El miércoles, en Sevilla, la hinchada del Celtic se bebió cincuenta y cuatro piscinas olímpicas de cerveza y se comió nueve mil doscientas vacas, o lo que le pongan a las hamburguesas. En el bar donde a veces violento mi dieta sólo les quedaba pulpo a la gallega.

-Como a los guiris le da asco… -me explicó el barero.

Mientras me comía mis rodajas de pulpo, con sus ventosas, su aceite de oliva rico y su pimentón, me puse a considerar lo que es la vida del simpático cefalópodo. El griego Eliano, en el siglo III, señala el desaforado apetito sexual del pulpo. Algo debe haber de verdad porque en un famoso grabado del japonés Hokusai, realizado hacia 1820, vemos una mujer desnuda abrazada a un pulpo enorme que le acopla la boca a su pozo sulfúreo (así llamaba Shakespeare a las partes íntimas de las damas, antes del bidé y del desodorante íntimo) mientras la abraza con sus múltiples brazos.

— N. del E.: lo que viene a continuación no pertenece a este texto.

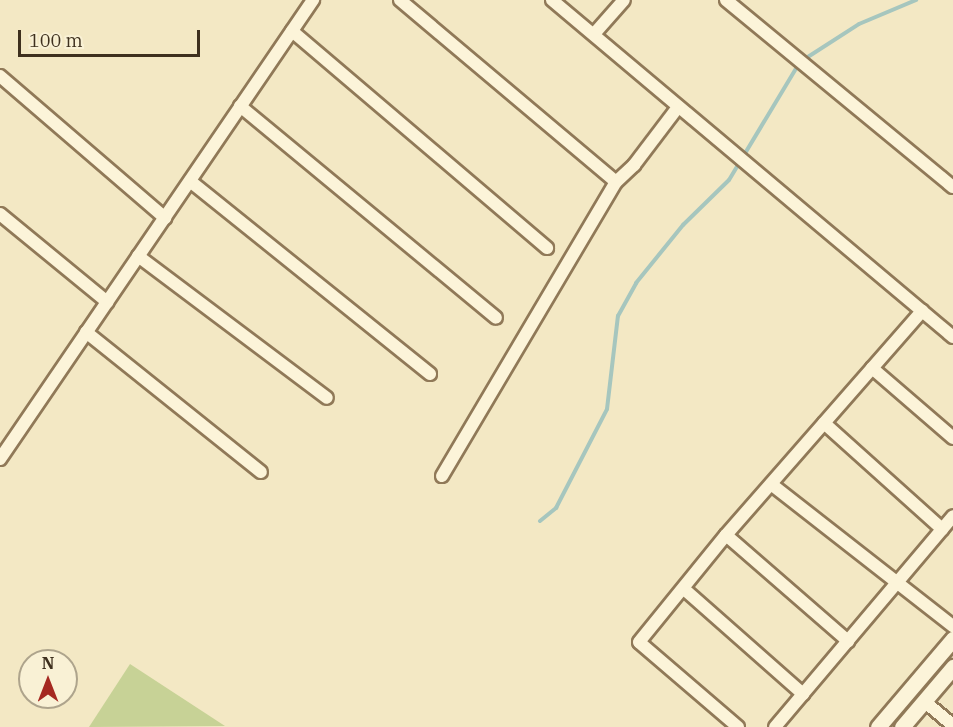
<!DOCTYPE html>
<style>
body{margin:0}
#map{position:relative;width:953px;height:727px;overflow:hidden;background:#f3e8c4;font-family:"IBM Plex Serif",serif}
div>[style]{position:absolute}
.green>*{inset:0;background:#c7d296}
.stream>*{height:4px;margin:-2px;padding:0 2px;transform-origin:2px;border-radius:2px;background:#a6c6be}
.roads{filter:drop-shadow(2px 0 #907958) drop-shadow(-2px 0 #907958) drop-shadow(0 2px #907958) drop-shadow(0 -2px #907958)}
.minor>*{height:12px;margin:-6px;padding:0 6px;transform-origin:6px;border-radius:6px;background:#fcf4d9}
.tertiary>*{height:15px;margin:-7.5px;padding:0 7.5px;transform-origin:7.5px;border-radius:7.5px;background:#fcf4d9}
span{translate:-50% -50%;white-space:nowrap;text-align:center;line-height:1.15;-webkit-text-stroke:5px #f9f1d5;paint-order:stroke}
.north{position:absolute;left:18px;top:649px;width:60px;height:60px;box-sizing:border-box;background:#f9f1d5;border:2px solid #aea48c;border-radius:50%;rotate:0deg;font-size:16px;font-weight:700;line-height:24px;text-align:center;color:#3e301e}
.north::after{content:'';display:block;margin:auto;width:21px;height:27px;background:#a52921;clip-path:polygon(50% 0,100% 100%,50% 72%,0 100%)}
.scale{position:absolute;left:18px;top:30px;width:182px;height:27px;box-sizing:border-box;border:3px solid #3e301e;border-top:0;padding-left:8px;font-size:18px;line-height:21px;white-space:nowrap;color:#3e301e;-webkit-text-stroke:4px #f9f1d5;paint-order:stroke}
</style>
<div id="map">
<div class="green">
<i style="clip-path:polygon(130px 664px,225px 726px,89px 727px)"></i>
</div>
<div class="stream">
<i style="left:540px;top:521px;width:21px;rotate:-39deg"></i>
<i style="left:556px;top:508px;width:111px;rotate:-62.7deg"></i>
<i style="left:607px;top:409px;width:94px;rotate:-83.3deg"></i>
<i style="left:618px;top:316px;width:38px;rotate:-61deg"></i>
<i style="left:636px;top:283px;width:75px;rotate:-51deg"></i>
<i style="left:683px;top:225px;width:64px;rotate:-44.4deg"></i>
<i style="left:729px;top:180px;width:138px;rotate:-59deg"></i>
<i style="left:800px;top:62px;width:70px;rotate:-32.8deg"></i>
<i style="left:859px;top:24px;width:62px;rotate:-22.8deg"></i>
</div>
<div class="roads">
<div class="minor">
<i style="left:400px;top:0;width:282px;rotate:40.1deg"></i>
<i style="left:552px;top:0;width:524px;rotate:40.04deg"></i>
<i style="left:726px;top:0;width:294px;rotate:39.5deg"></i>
<i style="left:292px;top:31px;width:335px;rotate:40.4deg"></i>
<i style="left:594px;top:34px;width:45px;rotate:-48.6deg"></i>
<i style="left:0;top:76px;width:218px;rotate:40.7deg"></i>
<i style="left:240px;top:106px;width:332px;rotate:39.6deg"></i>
<i style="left:190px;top:181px;width:308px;rotate:38.8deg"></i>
<i style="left:0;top:214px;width:139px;rotate:39.4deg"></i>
<i style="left:138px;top:256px;width:236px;rotate:36.9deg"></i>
<i style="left:86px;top:332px;width:224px;rotate:38.7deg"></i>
<i style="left:872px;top:368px;width:107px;rotate:40.8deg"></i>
<i style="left:824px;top:423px;width:159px;rotate:41.9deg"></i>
<i style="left:0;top:459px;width:556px;rotate:-55.71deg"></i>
<i style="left:442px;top:476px;width:342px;rotate:-59.4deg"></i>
<i style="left:616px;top:182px;width:25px;rotate:-43deg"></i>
<i style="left:634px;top:165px;width:73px;rotate:-52.8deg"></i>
<i style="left:771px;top:484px;width:231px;rotate:38deg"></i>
<i style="left:726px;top:535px;width:162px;rotate:41deg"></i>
<i style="left:684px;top:589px;width:159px;rotate:41.4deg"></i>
<i style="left:924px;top:701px;width:38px;rotate:40deg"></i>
<i style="left:738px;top:727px;width:130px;rotate:-139.4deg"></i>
<i style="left:639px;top:642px;width:138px;rotate:-50.9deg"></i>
<i style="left:726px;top:535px;width:298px;rotate:-48.8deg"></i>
<i style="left:775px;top:727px;width:276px;rotate:-49.8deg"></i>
</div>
<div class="tertiary">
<i style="left:878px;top:727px;width:116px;rotate:-49.6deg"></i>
<i style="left:902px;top:727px;width:79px;rotate:-49.6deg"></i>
</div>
</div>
<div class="north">N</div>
<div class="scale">100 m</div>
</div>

Sin salirnos de estos nobles y sabrosos seres, ahí tenemos al calamar gigante o Architeuthis, de hasta veinte metros de longitud, que tiene el pincel del amor (así llama a la herramienta masculina el poeta Naucritus) más larga que se conoce, un metro y pico. Cuando está en vena, la pasión lo ciega de tal manera que rehuye la fosa sulfúrea de la hembra y lo que hace es inyectarle semen a alta presión en la piel, lo que le produce una leve herida. Sin embargo, lo que son las cosas, el Architeuthis no siente orgasmo alguno, mientras que el pajarito tejedor búfalo africano, dos centímetros escasos de pene, siente más de dos docenas de espasmos en la media hora que tarda en cumplir con su pareja. Es la más palpable demostración científica de que el tamaño no importa sino la afición y el cariño.

En la especie humana los índices varían tanto que no hay manera de dar con la pauta media. Los sexólogos señalan que a partir de los veinticinco la cosa va de retirada en el macho aunque en la hembra, que, como se sabe, es físicamente más poderosa (y mucho me temo que mentalmente también) se alcanzan las mejores marcas pasando los cuarenta, cuando la sabia naturaleza se planta, mira la huidiza vida y ahuyenta dengues y pamplinas catequéticos. Lo del libanés Alouf Ghassan, cuarenta y siete años, y tres esposas perpetuamente escocidas que se han plantado y lo han obligado a tomar una cuarta para repartirse las varas, es una excepción.